Commentary

Apple Picks Up Personal Assistant Company Cue

One of the coming battlegrounds between the two mobile operating system kingpins could be on the terrain of personalized services. Apple made another investment in the area of personal assistance with its purchase this week of the startup Cue. The app, which was discontinued earlier this week, had functions similar to Google Now in that it indexes data from a user’s social media feed, mail, calendar, etc. to create a daily agenda and show timely updates. The company was founded as Greplin and turned into Cue in 2012, according to Apple Insider, which broke the story. Techcrunch confirmed the acquisition with Apple.
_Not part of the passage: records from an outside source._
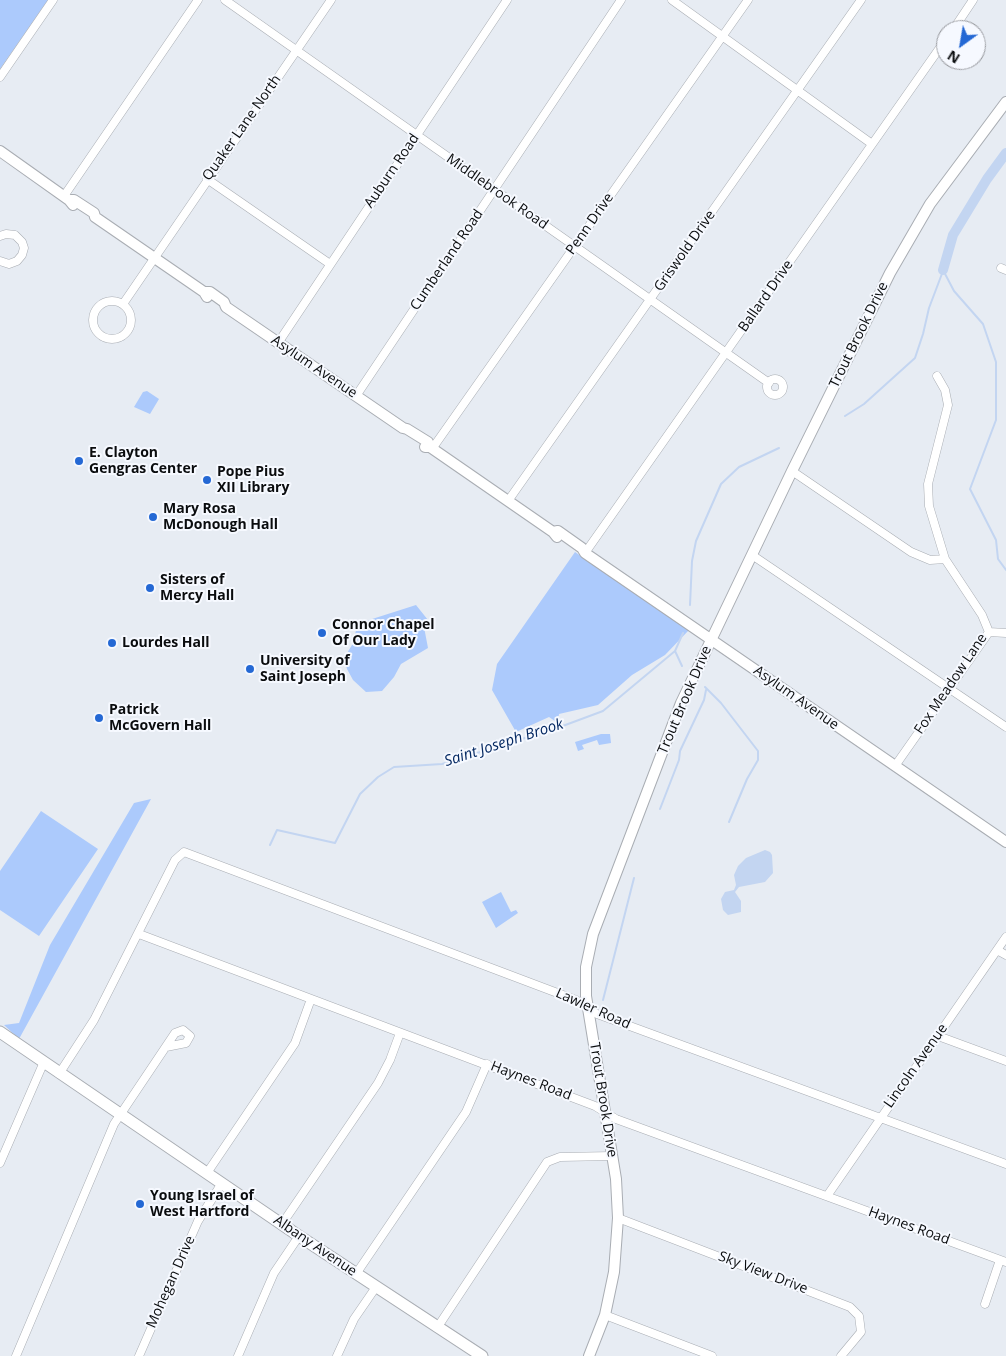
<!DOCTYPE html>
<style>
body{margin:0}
#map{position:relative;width:1006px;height:1356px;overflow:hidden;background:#e7ecf3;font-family:"Open Sans",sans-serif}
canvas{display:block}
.north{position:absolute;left:936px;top:20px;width:50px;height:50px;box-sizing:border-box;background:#f6f9ff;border:1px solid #989a9f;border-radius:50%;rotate:212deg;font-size:14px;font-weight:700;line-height:20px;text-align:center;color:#0a0c0e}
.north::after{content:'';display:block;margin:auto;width:18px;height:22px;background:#2468d4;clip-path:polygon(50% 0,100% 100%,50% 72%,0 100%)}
</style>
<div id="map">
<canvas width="1006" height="1356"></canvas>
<div class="north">N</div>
</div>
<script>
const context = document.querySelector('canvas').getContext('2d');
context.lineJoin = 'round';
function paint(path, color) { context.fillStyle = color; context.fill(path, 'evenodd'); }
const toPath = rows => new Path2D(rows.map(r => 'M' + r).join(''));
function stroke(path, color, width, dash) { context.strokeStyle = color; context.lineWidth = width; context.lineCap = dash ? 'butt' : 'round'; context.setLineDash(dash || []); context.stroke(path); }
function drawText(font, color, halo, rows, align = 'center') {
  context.font = font + ' "Open Sans",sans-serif'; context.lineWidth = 4; context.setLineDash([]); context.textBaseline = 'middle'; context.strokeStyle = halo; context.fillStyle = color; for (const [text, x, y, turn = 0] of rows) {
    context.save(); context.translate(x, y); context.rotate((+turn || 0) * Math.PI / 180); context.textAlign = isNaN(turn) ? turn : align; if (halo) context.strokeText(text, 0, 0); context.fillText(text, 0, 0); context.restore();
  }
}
paint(toPath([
 [0,0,48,0,0,69],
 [147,391,159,399,150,414,134,407,143,392],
 [575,552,689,630,665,655,632,675,598,705,559,714,558,720,555,721,549,717,516,732,492,690,497,664],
 [416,605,428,620,424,627,428,648,401,664,394,677,382,691,366,692,353,680,347,669,344,658,352,645,357,627,369,620],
 [601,734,610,734,611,743,599,745,597,740,582,745,584,749,578,751,575,742],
 [151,799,19,1039,4,1025,19,1023,50,945,134,803],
 [41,811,98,849,39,936,0,910,0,871],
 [501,892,511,912,516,910,518,913,496,928,482,902]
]), '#accafc');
paint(toPath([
 [765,850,770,852,772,855,773,873,765,882,739,887,735,892,741,901,741,912,728,915,723,910,721,899,725,892,734,890,736,885,734,875,738,866,746,858]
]), '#c3d5f1');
stroke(toPath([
 [943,270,954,291,983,324,996,362,996,420,970,489,996,540,998,559,1006,570],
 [845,416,864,404,915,358,923,334,929,308,943,271],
 [690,605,692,561,696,541,721,484,739,467,779,448],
 [675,651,682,666],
 [705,687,721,703,758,751,758,760,747,779,729,822],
 [660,809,679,760,680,751,704,700,706,690],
 [270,845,277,830,335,843,360,794,378,777,394,767,442,764,560,727,603,711,675,651,683,633],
 [603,1000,634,878]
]), '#c3d5f1', 2);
stroke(toPath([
 [943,270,953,235,987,179,1006,153]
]), '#c3d5f1', 10);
const minor = toPath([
 [225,0,769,383],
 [672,0,872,144],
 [953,30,973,0],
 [0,77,53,0],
 [207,179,330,264],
 [64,196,198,0],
 [0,236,6,234,15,235,22,242,24,248,22,255,17,261,9,264,0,261],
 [1001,268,1006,270],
 '93 320a19 19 0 1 1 38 0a19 19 0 1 1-38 0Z',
 [123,304,331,0],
 [278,343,507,0],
 [937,376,945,390,948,405,928,484,929,506,945,559,982,615,989,632],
 '767 387a8 8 0 1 1 16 0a8 8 0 1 1-16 0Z',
 [356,396,621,0],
 [432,449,748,0],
 [792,471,911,552,930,560,945,559],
 [508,501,861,0],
 [585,553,946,39],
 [752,555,1006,727],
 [989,632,1006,633],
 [895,766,989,632],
 [139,934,595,1106,616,1119,1006,1262],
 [997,950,1006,955],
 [938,1036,1006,1061],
 [59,1074,94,1020,175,860,184,852,576,1000,597,1014,1006,1164],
 [0,1163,43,1064],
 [207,1173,295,1043,311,999],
 [827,1196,1006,937],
 [618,1218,850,1307,859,1316,861,1332,841,1356],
 [282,1224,378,1083,390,1060,400,1033],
 [356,1274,466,1112,487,1064],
 [985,1304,1000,1260],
 [605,1315,712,1356],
 [437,1328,547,1162,560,1157,612,1156],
 [16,1356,114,1124,175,1033,183,1030,190,1036,186,1043,166,1047],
 [139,1356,198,1221,222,1183],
 [238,1356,274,1273,299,1236],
 [337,1356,354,1319,376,1287]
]);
const major = toPath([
 [0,151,69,200,73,205],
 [69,200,74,200,94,213,95,217,204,292,207,297],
 [204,292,210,292,224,302,226,307,403,428,407,429,428,442,430,447],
 [425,447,430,447,553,532,557,537],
 [553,532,558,531,582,548,585,553,1006,842],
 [589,1356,605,1315,614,1272,618,1218,616,1179,586,996,586,967,593,934,681,703,792,471,890,273,930,204,1006,102]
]);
const highway = toPath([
 [0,1032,299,1236,482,1356]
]);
stroke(minor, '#a9adb3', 9);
stroke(major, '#a9adb3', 12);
stroke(highway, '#a9adb3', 13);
stroke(minor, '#fff', 8);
stroke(major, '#fff', 10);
stroke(highway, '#fff', 11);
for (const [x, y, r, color] of [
 [79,461,5,"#2468d4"],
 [207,480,5,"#2468d4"],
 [153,517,5,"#2468d4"],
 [150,588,5,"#2468d4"],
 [322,633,5,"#2468d4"],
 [112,643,5,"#2468d4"],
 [250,669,5,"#2468d4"],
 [99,718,5,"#2468d4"],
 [140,1204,5,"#2468d4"]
]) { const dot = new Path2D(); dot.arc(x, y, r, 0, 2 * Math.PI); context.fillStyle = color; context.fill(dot); stroke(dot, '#f6f9ff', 2); }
drawText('14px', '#0a0c0e', '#f6f9ff', [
 ["Quaker Lane North",242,128,-55],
 ["Auburn Road",392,171,-56],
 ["Middlebrook Road",497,192,35],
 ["Penn Drive",590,224,-55],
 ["Griswold Drive",685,251,-55],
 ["Cumberland Road",447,260,-56],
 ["Ballard Drive",766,296,-55],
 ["Trout Brook Drive",859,335,-64],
 ["Asylum Avenue",314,367,34],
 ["Fox Meadow Lane",951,684,-56],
 ["Asylum Avenue",796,698,35],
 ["Trout Brook Drive",685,700,-67],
 ["Lawler Road",593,1009,24],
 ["Lincoln Avenue",916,1066,-55],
 ["Haynes Road",531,1081,21],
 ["Trout Brook Drive",603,1100,81],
 ["Haynes Road",909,1226,20],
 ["Albany Avenue",315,1246,34],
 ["Sky View Drive",763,1273,21],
 ["Mohegan Drive",171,1282,-66]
]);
drawText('bold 14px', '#0a0c0e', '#f6f9ff', [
 ["E. Clayton",89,453],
 ["Gengras Center",89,469],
 ["Pope Pius",217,472],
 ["XII Library",217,488],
 ["Mary Rosa",163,509],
 ["McDonough Hall",163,525],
 ["Sisters of",160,580],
 ["Mercy Hall",160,596],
 ["Connor Chapel",332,625],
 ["Of Our Lady",332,641],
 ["Lourdes Hall",122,643],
 ["University of",260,661],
 ["Saint Joseph",260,677],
 ["Patrick",109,710],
 ["McGovern Hall",109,726],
 ["Young Israel of",150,1196],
 ["West Hartford",150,1212]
], 'left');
drawText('italic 15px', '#032761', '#f6f9ff', [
 ["Saint Joseph Brook",504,743,-18]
]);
</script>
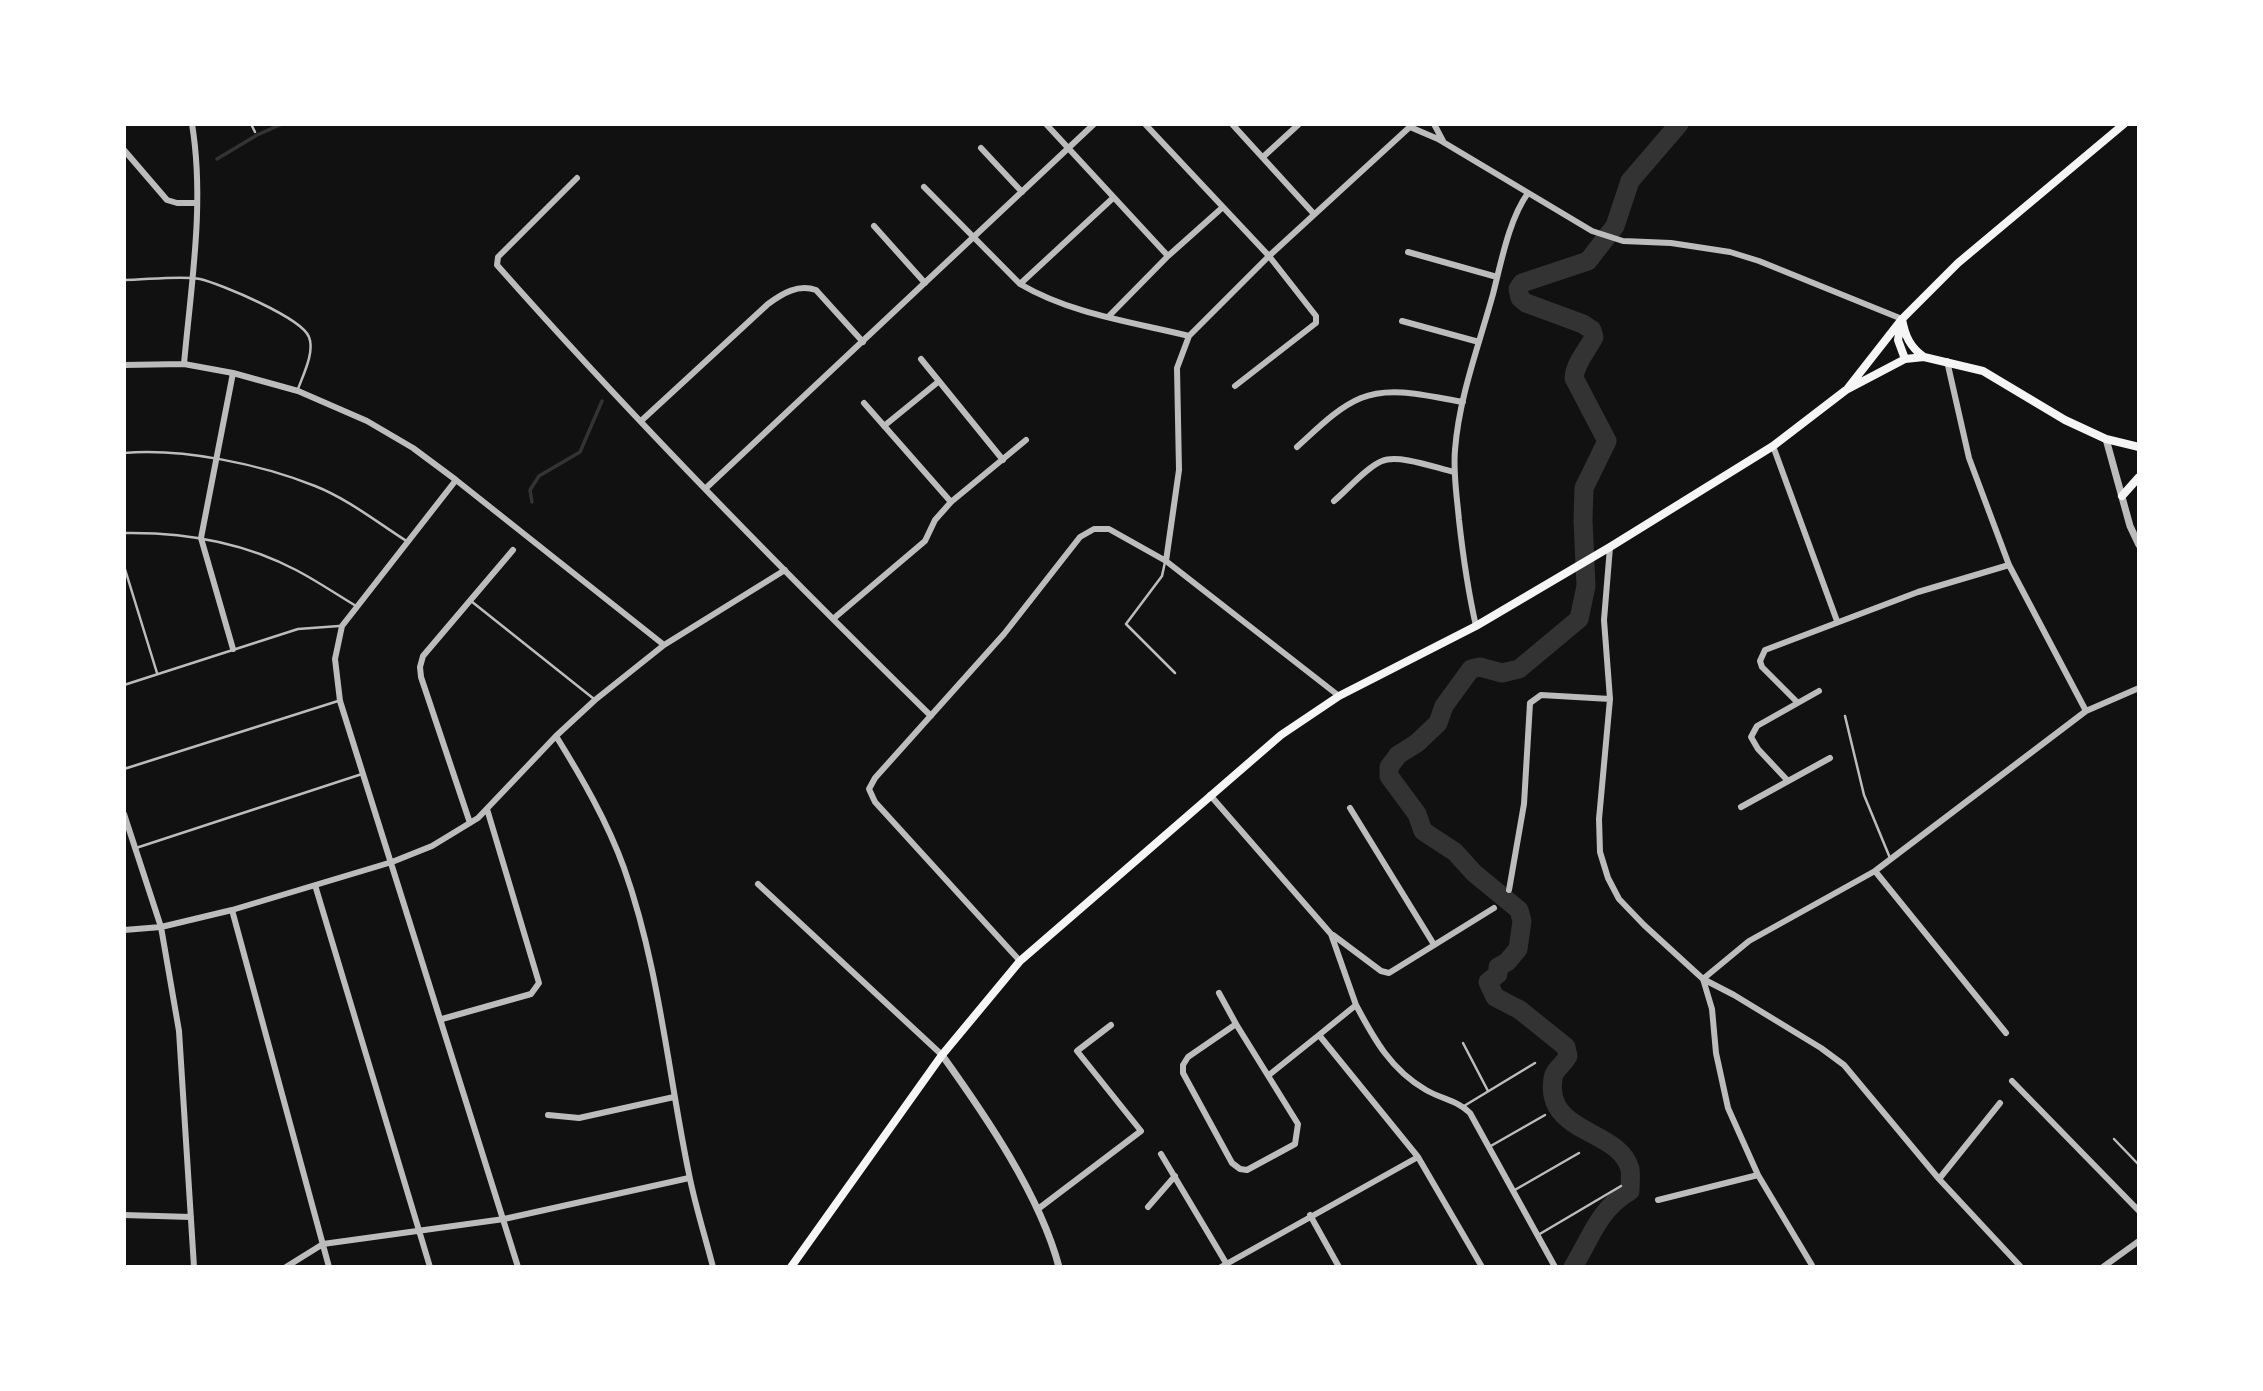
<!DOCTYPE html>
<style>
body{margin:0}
#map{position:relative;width:2263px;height:1391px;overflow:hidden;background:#111;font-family:"PT Sans",sans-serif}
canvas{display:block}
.frame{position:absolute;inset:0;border:126px solid #fff;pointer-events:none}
</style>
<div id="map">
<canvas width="2263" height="1391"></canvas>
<div class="frame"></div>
</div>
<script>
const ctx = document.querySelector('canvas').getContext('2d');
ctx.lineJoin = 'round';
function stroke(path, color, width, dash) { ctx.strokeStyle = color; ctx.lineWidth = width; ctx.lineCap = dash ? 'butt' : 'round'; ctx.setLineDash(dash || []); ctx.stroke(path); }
stroke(new Path2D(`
 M217,159L257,135L282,124
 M532,502L530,490L539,476L580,452L602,401`), '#333', 3.5);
stroke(new Path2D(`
 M1573,1267C1592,1236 1598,1210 1630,1191C1630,1184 1631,1175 1630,1169C1619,1128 1544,1135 1553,1078C1554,1070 1564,1064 1568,1056L1566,1047L1520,1010L1495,997L1488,982L1498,974V967L1507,962L1518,949L1522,921L1519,910L1474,873L1455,852L1423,831L1417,814L1389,776V767L1398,755L1417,743L1438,723L1444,706L1471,669L1480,667L1502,673L1519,669L1579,619L1586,586L1583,520L1584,488L1607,441L1574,378C1575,363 1587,351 1594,337L1592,330L1583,324L1526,303L1520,298L1518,289L1522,283L1588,261L1615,226L1630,181L1679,124`), '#333', 19);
stroke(new Path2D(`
 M251,124L255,132
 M124,280C145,280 181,275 200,279C221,284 302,318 309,337C315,352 303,375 298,389
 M124,453C183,448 260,464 315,486C348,499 378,523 408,542
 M124,533C184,532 243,542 296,570C317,581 336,594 356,606
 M1165,562L1162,576L1126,624L1175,673
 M124,566L157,673
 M471,601L594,699
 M124,685L298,629L339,626
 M1845,716L1864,795L1890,858
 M124,769L338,701
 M136,848L362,774
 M1463,1043L1488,1091
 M1464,1106L1535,1063
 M2114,1139L2139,1165
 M1489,1147L1545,1115
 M1513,1191L1579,1153
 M1538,1235L1621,1186`), '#bcbcbc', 2.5);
stroke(new Path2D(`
 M1046,124L1168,256
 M1145,124L1269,256L1316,316V323L1235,386
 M1232,124L1314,214
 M1434,124L1443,141
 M1410,127L1438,139L1592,231L1623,241L1671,243L1730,252L1759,261L1902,319
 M981,148L1022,192
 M124,150L167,200L177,203H197
 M1263,157L1299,124
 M577,178L498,257L497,265C635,421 782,570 931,716
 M924,187L1020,284C1071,314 1132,322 1189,336
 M874,226L925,283
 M1408,252L1497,277
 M1020,284L1113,198
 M1109,316L1168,256L1223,207
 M1402,321L1479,342
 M921,359L1003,460
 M1947,361L1969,458L2009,565L2086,711
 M184,364C191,285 205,203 192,124
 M124,365L184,364L233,373L298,391L367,421L413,448L456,480L664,645
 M864,403L951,502
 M641,421L768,304C783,293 798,284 816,290L863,342
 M884,426L938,382
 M1773,446L1837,621
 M1297,447C1317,429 1337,408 1361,398C1392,385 1432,397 1463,402
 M456,480L342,626L335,659L340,701L518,1267
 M705,489L1094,124
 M1334,501C1346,491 1368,466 1382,461C1399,454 1436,468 1454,472
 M1610,547L1604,620L1610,699L1599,819L1600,852L1608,878L1619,899L1644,925L1703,979L1734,995L1821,1048L1844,1065L1939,1179L2021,1267
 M1166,561L1179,470L1177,368L1189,336L1269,256L1413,124
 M833,619L925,541L935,520L951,502L1026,440
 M1476,626C1468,591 1463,556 1459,520C1457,497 1453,474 1455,450C1459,397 1479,345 1493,294C1501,263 1509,219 1528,193
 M233,649L201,538L233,373
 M1797,702L1762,667L1760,661L1765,650L1918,592L2009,565
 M556,736C582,778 607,821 624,868C659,966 668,1073 689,1174C695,1205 705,1236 713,1267
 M1788,781L1758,749L1751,737L1757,726L1819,691
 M1210,795L1331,934L1356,1005L1319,1035L1418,1157L1482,1267
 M1741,807L1830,758
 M1350,808L1433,943
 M124,814L161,927L179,1031L194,1267
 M470,823L421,677L420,667L423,656L513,550
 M1875,871L2006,1033
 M758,884L942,1055
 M315,885L430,1267
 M1509,890L1524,804L1530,703L1541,695L1610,699
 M232,910L329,1267
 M124,930L161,927L232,910L392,862L432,846L478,818L556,736L595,700L664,645L785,570
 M1333,935L1381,971L1389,973L1494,908
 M1020,961L875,802L869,789L875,778L1004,634L1080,537L1094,529H1109L1166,561L1339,696
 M1219,993L1236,1024
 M1356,1005C1374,1039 1391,1070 1426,1090C1441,1099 1457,1100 1470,1113L1555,1267
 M442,1019L531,994L539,983L487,809
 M1236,1024L1298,1124L1295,1144L1247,1170L1240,1169L1232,1163L1183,1073V1065L1188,1057Z
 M1269,1075L1319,1035
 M2012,1081L2139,1211
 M548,1115L579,1118L674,1097
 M1161,1154L1226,1263
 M1939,1179L2000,1103
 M1658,1200L1758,1175
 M1148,1207L1175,1176
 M1038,1209L1141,1131L1077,1051L1111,1025
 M124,1215L191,1217
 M1310,1215L1339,1267
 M286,1267L323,1244L504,1219L689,1178
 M1221,1267L1418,1157
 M1813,1267L1758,1175L1728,1108L1716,1053L1712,1009L1703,979L1749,941L1875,871L2086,711L2139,688
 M2103,1267L2139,1241`), '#bcbcbc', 6);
stroke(new Path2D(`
 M2106,439L2130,526L2139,545
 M942,1055C985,1115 1040,1195 1059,1267`), '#bcbcbc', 7);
stroke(new Path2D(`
 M1902,319C1905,336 1910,347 1924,357
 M1901,322L1898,340L1905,359
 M1848,388L1902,319L1958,263L2124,124
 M2122,496L2139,477
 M791,1267L942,1055L1020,961L1281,735L1339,696L1476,626L1610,547L1773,446L1846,390L1905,359L1924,357L1983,371L2065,420L2106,439L2139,447`), '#f5f5f5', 8);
</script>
The acquisition underscores how much both Apple and Google see contextualized and highly personal information driving a series of services for their respective platforms. Apple iOS already includes a number of contextual triggers, including geo-fenced reminders that pop up when a user approaches a relevant location. My shopping to-do list, for instance, pings me every time I pass the nearby Shop-rite. Offers in my Passbook pop up alerts when I am near the relevant stores to use active coupons.

Google Now, of course, takes some of these functions into an even more concierge-like model. It pushes information even more proactively, anticipating from appointment and ticketing data routes that a user is likely to take in the near future. This level of intimate awareness of a user’s life details, coupled with geolocation, move devices toward looking and feeling like trusted valets, dressing maids and gentlemen’s gentlemen.

In addition to valet service, contextual awareness can also be used to make other aspects of the mobile experience more precise, such as searches and content discovery.

Cool as the concept of automated personal assistants may seem (at least for the tech geeks who want their own C3PO) its appeal to the general user remains unclear. It seems more likely to me that the evolution will be more subtle. Over time, all of us will come to expect that the operating systems running our phones will simply be more contextually focused and aware, personalized in nuanced ways rather than via anthropomorphized robot servants like a Siri.